(Beginning of TASK DATA)
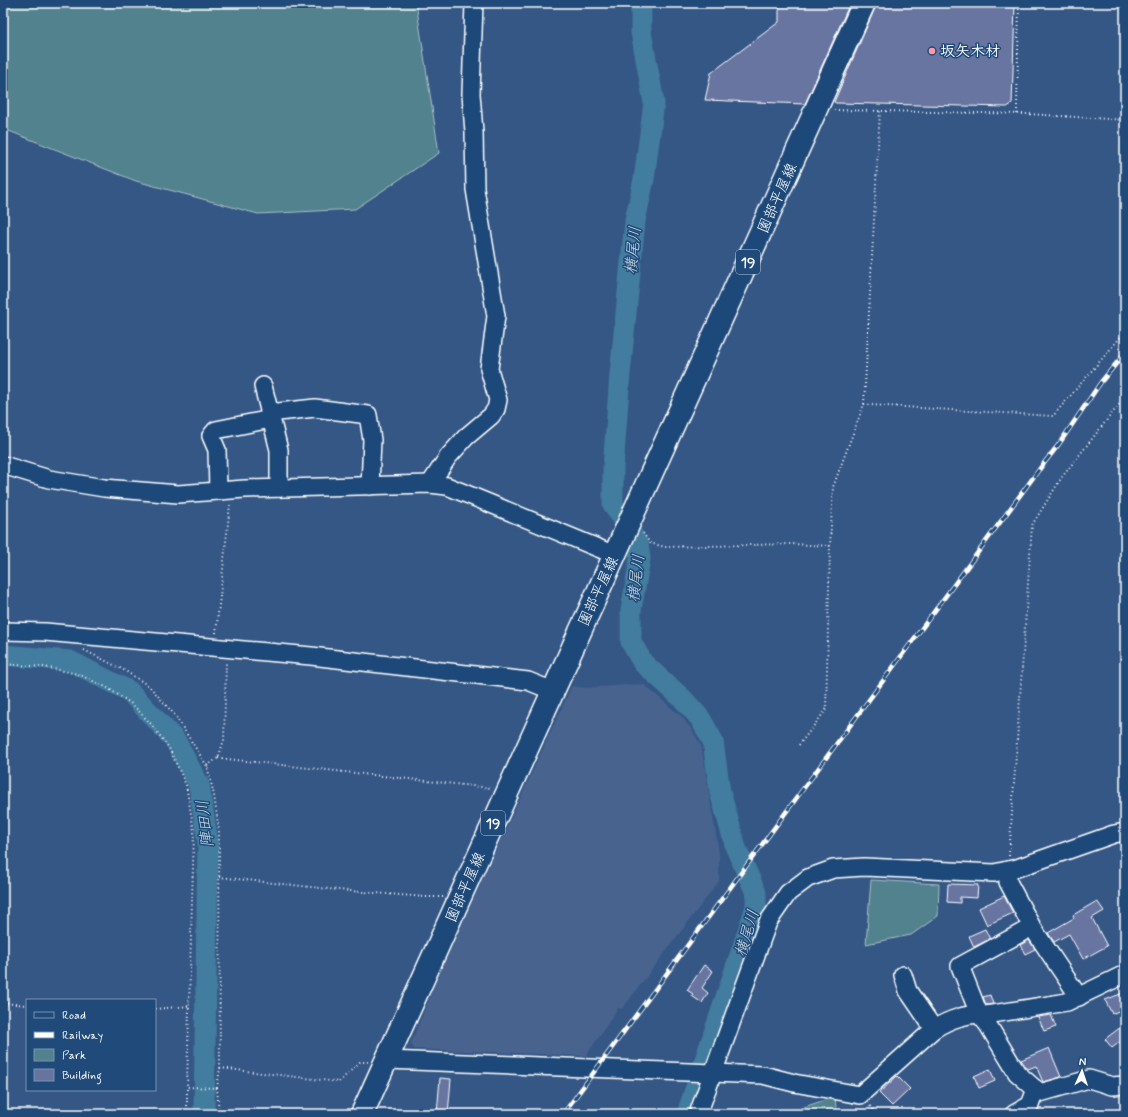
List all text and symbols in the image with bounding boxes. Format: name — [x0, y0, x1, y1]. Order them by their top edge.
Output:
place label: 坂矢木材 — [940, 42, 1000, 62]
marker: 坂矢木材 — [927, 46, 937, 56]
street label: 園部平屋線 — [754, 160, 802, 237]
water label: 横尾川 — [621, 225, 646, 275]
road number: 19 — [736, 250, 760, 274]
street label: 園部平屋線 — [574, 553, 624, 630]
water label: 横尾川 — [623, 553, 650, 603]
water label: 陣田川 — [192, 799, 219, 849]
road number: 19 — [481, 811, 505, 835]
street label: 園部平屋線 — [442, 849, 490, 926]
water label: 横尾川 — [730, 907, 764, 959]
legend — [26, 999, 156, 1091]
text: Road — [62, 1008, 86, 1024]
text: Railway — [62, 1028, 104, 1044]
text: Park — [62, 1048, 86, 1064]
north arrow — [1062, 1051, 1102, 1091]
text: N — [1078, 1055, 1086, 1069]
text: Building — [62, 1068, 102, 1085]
(End of TASK DATA)
(Beginning of TASK DATA)
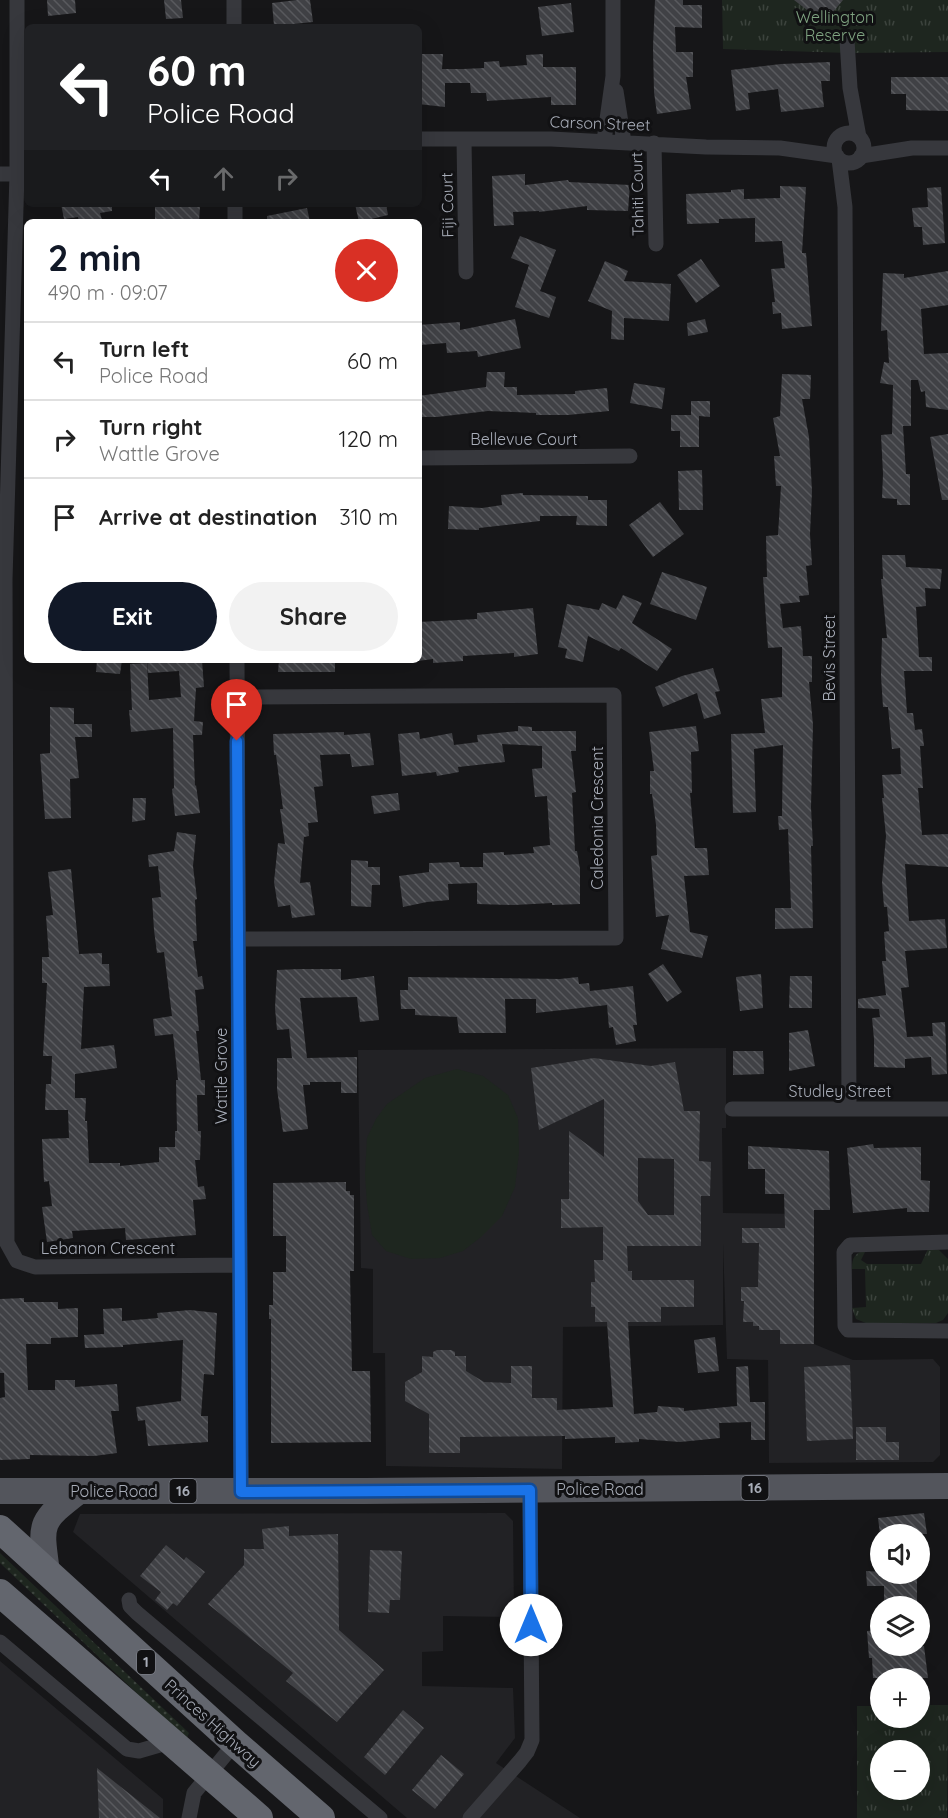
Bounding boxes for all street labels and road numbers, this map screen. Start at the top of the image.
(End of TASK DATA)
#### [TASK ITEM]
Tally the lines of the listing in which the string "boxes" appears, and state the tally alone.

#### [WRITTEN REPLY]
2